ACTIVITY:
Output the records below verbatim, minus the pictures.

GIVEN ENTRIES:
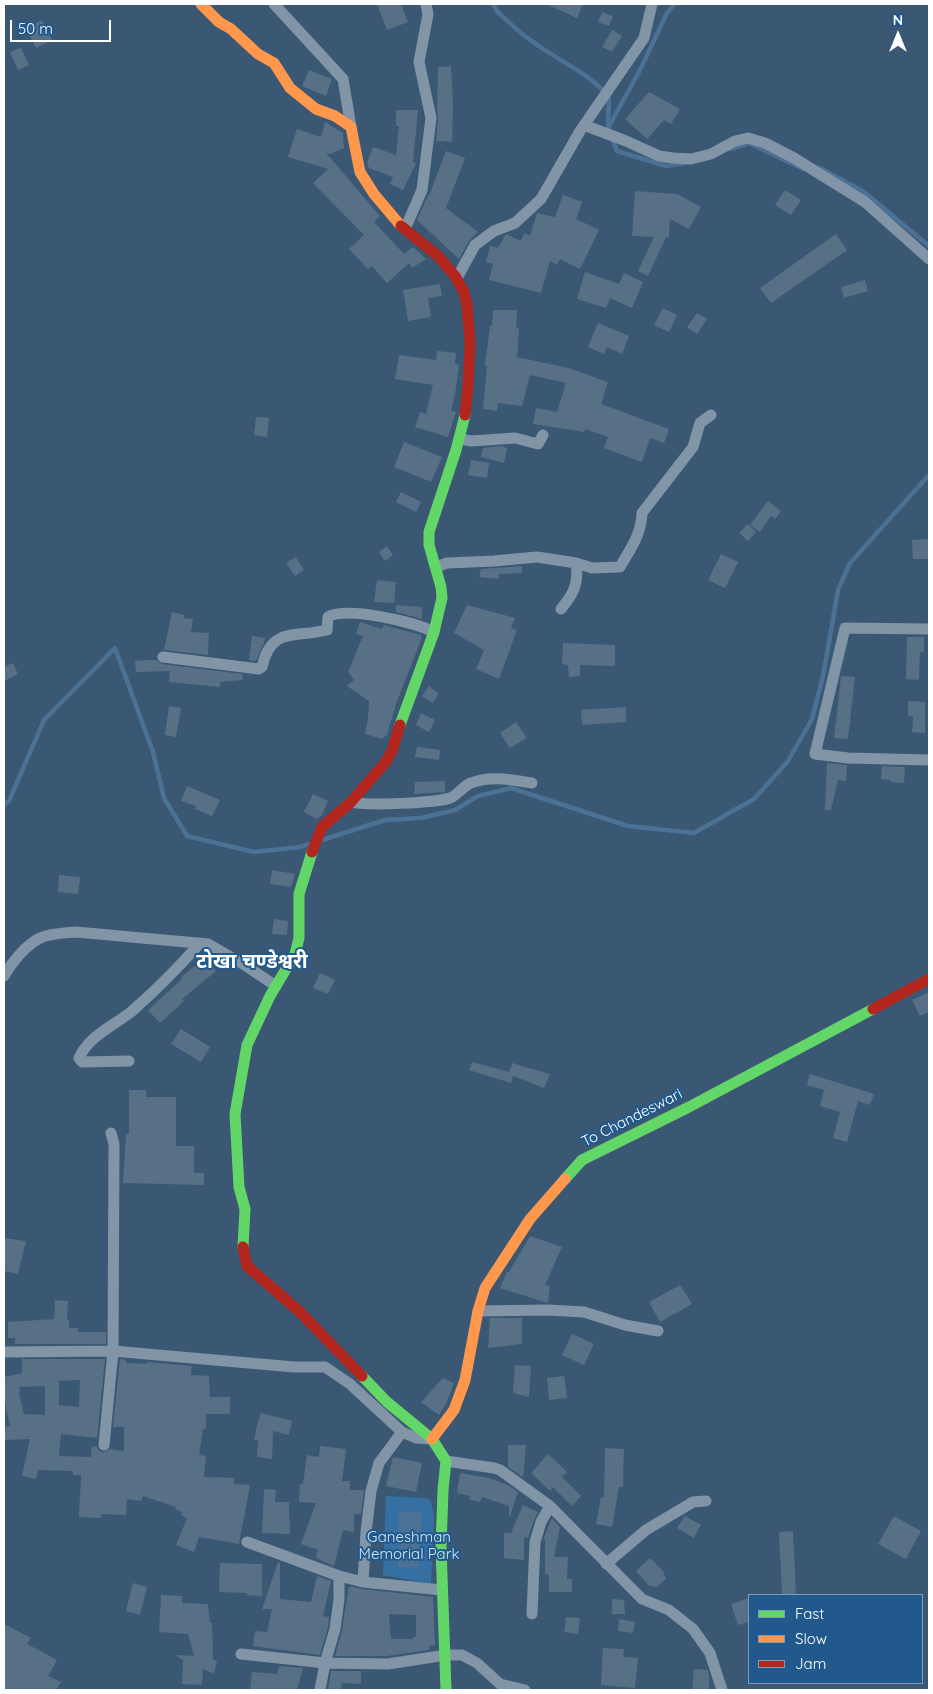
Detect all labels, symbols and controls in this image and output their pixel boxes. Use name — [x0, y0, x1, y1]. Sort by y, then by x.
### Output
scale bar — [12, 10, 114, 42]
north arrow — [873, 10, 923, 60]
text: N — [893, 11, 903, 29]
text: 50 m — [18, 19, 53, 38]
district label: टोखा चण्डेश्वरी — [196, 950, 308, 974]
street label: To Chandeswari — [579, 1085, 685, 1151]
park label: Ganeshman Memorial Park — [359, 1528, 459, 1563]
legend — [748, 1594, 923, 1684]
text: Fast — [795, 1604, 824, 1623]
text: Slow — [795, 1629, 827, 1648]
text: Jam — [795, 1654, 826, 1673]

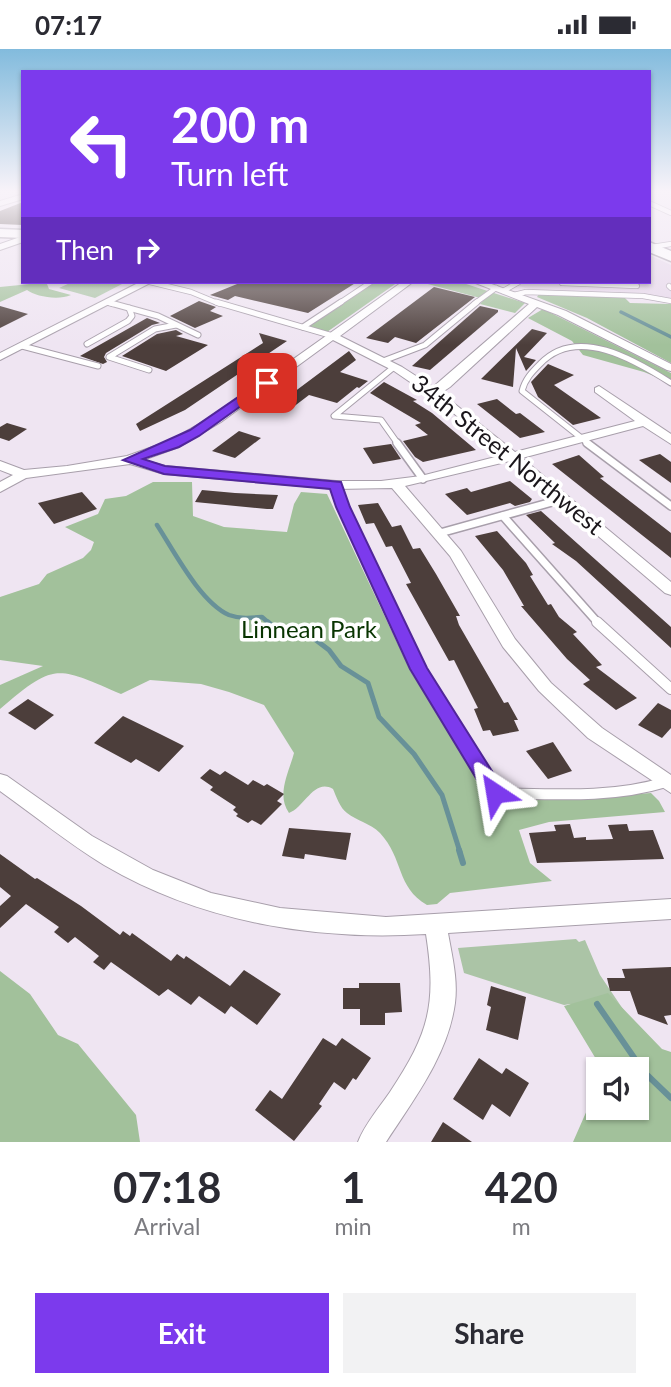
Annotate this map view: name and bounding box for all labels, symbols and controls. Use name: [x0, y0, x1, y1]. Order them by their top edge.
text: 07:17: [35, 9, 102, 41]
text: 200 m: [171, 95, 309, 153]
icon: left: [56, 98, 147, 189]
text: Turn left: [171, 154, 288, 193]
icon: right: [128, 231, 166, 269]
text: Then: [56, 234, 114, 266]
pin: [237, 353, 297, 413]
icon: arrive: [248, 364, 286, 402]
street label: 34th Street Northwest: [406, 368, 610, 540]
park label: Linnean Park: [241, 614, 378, 643]
position arrow: [458, 756, 532, 830]
map controls: [586, 1057, 649, 1120]
button: sound: [586, 1057, 649, 1120]
text: 07:18: [113, 1162, 221, 1212]
text: 1: [341, 1162, 365, 1212]
text: 420: [485, 1162, 558, 1212]
text: Arrival: [134, 1212, 200, 1240]
text: min: [334, 1212, 372, 1240]
text: m: [512, 1212, 531, 1240]
button: Exit: [35, 1293, 329, 1373]
button: Share: [343, 1293, 636, 1373]

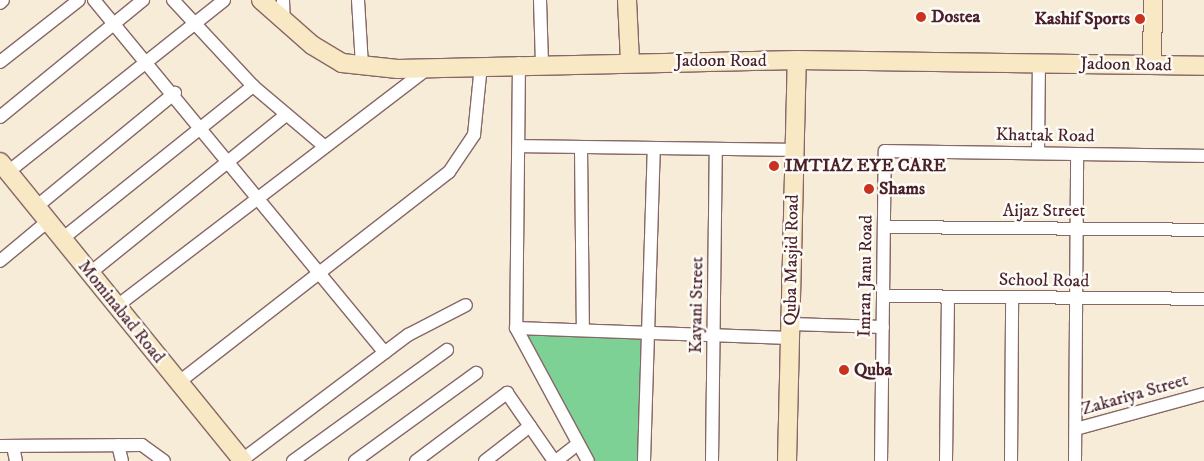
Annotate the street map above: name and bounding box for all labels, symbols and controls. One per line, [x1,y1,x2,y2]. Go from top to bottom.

REPLY:
Detect all labels, symbols and controls in this image and output their pixel boxes. Use name — [x0, y0, x1, y1]. Sort by y, then by x.
### Output
scale bar — [12, 10, 114, 42]
north arrow — [873, 10, 923, 60]
text: N — [893, 11, 903, 29]
text: 50 m — [18, 19, 53, 38]
district label: टोखा चण्डेश्वरी — [196, 950, 308, 974]
street label: To Chandeswari — [579, 1085, 685, 1151]
park label: Ganeshman Memorial Park — [359, 1528, 459, 1563]
legend — [748, 1594, 923, 1684]
text: Fast — [795, 1604, 824, 1623]
text: Slow — [795, 1629, 827, 1648]
text: Jam — [795, 1654, 826, 1673]

Annotate this map view: name and bounding box for all labels, symbols and controls. Use name: [x0, y0, x1, y1]. Order them by their top edge.
text: 07:17: [35, 9, 102, 41]
text: 200 m: [171, 95, 309, 153]
icon: left: [56, 98, 147, 189]
text: Turn left: [171, 154, 288, 193]
icon: right: [128, 231, 166, 269]
text: Then: [56, 234, 114, 266]
pin: [237, 353, 297, 413]
icon: arrive: [248, 364, 286, 402]
street label: 34th Street Northwest: [406, 368, 610, 540]
park label: Linnean Park: [241, 614, 378, 643]
position arrow: [458, 756, 532, 830]
map controls: [586, 1057, 649, 1120]
button: sound: [586, 1057, 649, 1120]
text: 07:18: [113, 1162, 221, 1212]
text: 1: [341, 1162, 365, 1212]
text: 420: [485, 1162, 558, 1212]
text: Arrival: [134, 1212, 200, 1240]
text: min: [334, 1212, 372, 1240]
text: m: [512, 1212, 531, 1240]
button: Exit: [35, 1293, 329, 1373]
button: Share: [343, 1293, 636, 1373]

Annotate the street map above: name and bounding box for all labels, symbols and controls. One per line, [x1,y1,x2,y2]. Go from top to bottom.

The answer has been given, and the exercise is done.